The Sado visa/entry stamps

working without WP

overstays

90 day reporting

are just a few topics that spring to mind

All too often there are posts saying that it does not matter should you not follow the rules.

Then you get someone like this who might have knowingly or unknowingly tried to circumvent the system. I do not know the facts and am not attempting to pass any judgement

my point his his life could be badly affected. What would he do if he was married to this lady and had several kids? What if he had nowhere to go?

The situation could have been avoided.

When things do go pear shaped over here all too often we expect the situation to be cleared up as if in the West - not always when in the west we woyuld not have placed ourselves in the same situation. Why take the risk?

i agree and disagree with what you are saying. anybody who has been livivng in thailand for at least the past five years will know that even just two years ago it was perfectly acceptable to go to a travel agency in any touristy location in thailand and renew your visa. nobody would have any problem with these visas leaving the country. you get 18 yr-old backpackers, fresh from high school...first time away from home coming to thailand and seeing those signs up everywhere..."renew your visa here...thai visas here". how are these people to know that these are not legit. as they would be from a western travel agency.

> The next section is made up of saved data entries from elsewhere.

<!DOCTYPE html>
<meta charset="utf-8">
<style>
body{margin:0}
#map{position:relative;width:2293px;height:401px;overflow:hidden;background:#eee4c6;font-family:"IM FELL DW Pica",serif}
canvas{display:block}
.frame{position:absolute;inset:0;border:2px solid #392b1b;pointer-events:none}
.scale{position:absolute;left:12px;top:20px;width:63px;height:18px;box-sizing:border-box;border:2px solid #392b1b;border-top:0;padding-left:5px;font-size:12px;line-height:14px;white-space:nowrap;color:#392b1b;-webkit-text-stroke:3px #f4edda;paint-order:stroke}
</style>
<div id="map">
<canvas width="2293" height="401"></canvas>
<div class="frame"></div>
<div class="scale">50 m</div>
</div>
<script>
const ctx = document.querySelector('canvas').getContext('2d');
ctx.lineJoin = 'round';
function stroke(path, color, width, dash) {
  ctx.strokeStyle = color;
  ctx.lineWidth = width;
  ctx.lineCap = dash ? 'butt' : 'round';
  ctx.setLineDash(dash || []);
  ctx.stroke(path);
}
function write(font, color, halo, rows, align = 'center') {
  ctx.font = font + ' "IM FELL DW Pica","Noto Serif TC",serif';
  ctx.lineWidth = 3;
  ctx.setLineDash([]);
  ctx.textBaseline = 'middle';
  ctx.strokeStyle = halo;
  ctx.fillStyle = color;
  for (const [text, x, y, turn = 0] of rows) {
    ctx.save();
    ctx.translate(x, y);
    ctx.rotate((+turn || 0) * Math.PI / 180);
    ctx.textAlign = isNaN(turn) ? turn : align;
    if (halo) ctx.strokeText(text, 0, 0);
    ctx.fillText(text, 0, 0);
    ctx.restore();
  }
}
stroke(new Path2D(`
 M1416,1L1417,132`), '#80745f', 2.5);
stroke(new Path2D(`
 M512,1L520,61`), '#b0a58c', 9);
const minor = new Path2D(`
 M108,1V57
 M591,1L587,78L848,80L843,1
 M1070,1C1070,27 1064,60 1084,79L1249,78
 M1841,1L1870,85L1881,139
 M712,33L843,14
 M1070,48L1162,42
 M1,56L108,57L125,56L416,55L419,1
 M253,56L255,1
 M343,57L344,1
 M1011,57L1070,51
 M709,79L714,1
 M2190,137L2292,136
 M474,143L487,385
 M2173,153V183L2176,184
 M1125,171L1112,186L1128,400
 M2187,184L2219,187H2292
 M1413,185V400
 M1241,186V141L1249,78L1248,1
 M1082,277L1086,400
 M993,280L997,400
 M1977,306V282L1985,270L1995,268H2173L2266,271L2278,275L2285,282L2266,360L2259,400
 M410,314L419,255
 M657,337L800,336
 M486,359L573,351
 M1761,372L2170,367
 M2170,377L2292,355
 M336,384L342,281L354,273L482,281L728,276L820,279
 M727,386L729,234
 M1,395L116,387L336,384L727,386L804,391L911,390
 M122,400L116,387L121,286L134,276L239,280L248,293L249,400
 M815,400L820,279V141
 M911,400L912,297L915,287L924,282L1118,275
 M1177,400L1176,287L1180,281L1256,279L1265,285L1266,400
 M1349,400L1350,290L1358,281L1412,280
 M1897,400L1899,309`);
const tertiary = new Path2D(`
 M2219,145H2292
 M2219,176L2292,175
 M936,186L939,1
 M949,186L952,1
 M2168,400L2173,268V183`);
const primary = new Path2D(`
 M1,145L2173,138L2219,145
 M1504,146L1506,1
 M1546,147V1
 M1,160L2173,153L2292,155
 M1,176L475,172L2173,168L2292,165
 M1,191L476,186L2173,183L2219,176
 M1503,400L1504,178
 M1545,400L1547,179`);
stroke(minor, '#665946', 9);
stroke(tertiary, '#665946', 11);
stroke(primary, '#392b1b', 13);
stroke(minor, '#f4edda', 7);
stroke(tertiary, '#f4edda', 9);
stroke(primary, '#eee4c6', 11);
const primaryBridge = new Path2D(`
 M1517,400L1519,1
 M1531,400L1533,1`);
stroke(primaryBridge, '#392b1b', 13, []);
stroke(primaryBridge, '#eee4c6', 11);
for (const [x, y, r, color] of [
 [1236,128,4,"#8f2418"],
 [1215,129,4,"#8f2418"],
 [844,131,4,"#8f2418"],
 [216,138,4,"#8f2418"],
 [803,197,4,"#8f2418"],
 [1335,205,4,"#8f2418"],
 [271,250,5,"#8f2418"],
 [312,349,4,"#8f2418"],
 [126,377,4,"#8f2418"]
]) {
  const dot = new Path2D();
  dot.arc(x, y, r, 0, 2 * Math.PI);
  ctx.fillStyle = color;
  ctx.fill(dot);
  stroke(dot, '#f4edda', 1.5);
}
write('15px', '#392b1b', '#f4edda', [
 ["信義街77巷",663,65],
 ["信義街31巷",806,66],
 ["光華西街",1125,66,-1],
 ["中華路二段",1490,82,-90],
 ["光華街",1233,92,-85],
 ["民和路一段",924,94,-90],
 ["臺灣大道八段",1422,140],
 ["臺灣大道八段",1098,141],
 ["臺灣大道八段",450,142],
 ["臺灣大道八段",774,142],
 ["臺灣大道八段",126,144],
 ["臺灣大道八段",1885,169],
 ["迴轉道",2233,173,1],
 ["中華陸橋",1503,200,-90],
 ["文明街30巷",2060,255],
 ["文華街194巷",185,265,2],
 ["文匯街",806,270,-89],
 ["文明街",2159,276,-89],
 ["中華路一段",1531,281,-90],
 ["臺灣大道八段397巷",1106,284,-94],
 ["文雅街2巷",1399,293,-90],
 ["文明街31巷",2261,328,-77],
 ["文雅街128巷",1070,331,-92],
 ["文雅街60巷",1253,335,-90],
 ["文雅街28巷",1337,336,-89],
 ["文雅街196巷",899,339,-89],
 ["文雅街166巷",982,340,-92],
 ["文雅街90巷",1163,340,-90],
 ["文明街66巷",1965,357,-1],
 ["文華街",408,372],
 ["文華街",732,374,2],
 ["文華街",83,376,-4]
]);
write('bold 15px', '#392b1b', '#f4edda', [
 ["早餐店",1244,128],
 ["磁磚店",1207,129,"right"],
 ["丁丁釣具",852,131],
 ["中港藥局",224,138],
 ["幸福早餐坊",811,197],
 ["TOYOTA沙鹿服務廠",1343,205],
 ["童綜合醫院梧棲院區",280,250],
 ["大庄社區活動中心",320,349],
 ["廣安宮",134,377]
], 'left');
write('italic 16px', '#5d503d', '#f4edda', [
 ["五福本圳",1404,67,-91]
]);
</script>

i was the same. i was young when i first came to thailand and when asked other travellers on kpn where is the best border to cross to renew the visa, i was told, "do it at a travel agency...thats where everybody does it." ok...for those who are well up on their legal position everywhere and laws etc would know not to give your passport to anyone else but i had given my passport at a travel agency in hong kong to get a visa for vietnam and this visa was legal as i later had it checked out by the embassy after i got the problem with the thai visa. how is someone to know those visas from the travel agencies were not all real?

it was only when that man who was caught in thailand with explosives not long after the bali bombing that the crack-down on visa runs started as this man had a fake visa apparently.

when i was in the IDC there was a woman who had been arrested at the border between thailand/cambodia. she had crossed the border there, come back to thailand and on her way back into cambodia for the 2nd time a few weeks later was arrested because the original entry thai stamp given by the immigration at the border was fake. it wasnt actually fake but was out of date and so she was arrested. she got through court and was waiting to get the money to buy a ticket so she could go home! when the country is so unstable in this way how is anybody to know whats what and at the least what is real and what is not? thailand is renowned for being the fake capital of the world.

i am not into taking short cuts or skipping corners. if i'd had the time i would have crossed the border and not renewed it at a shop but i was wanting to travel with friends and was told i could come and pick my passport up three days later like everyone else i've ever met while in thailand.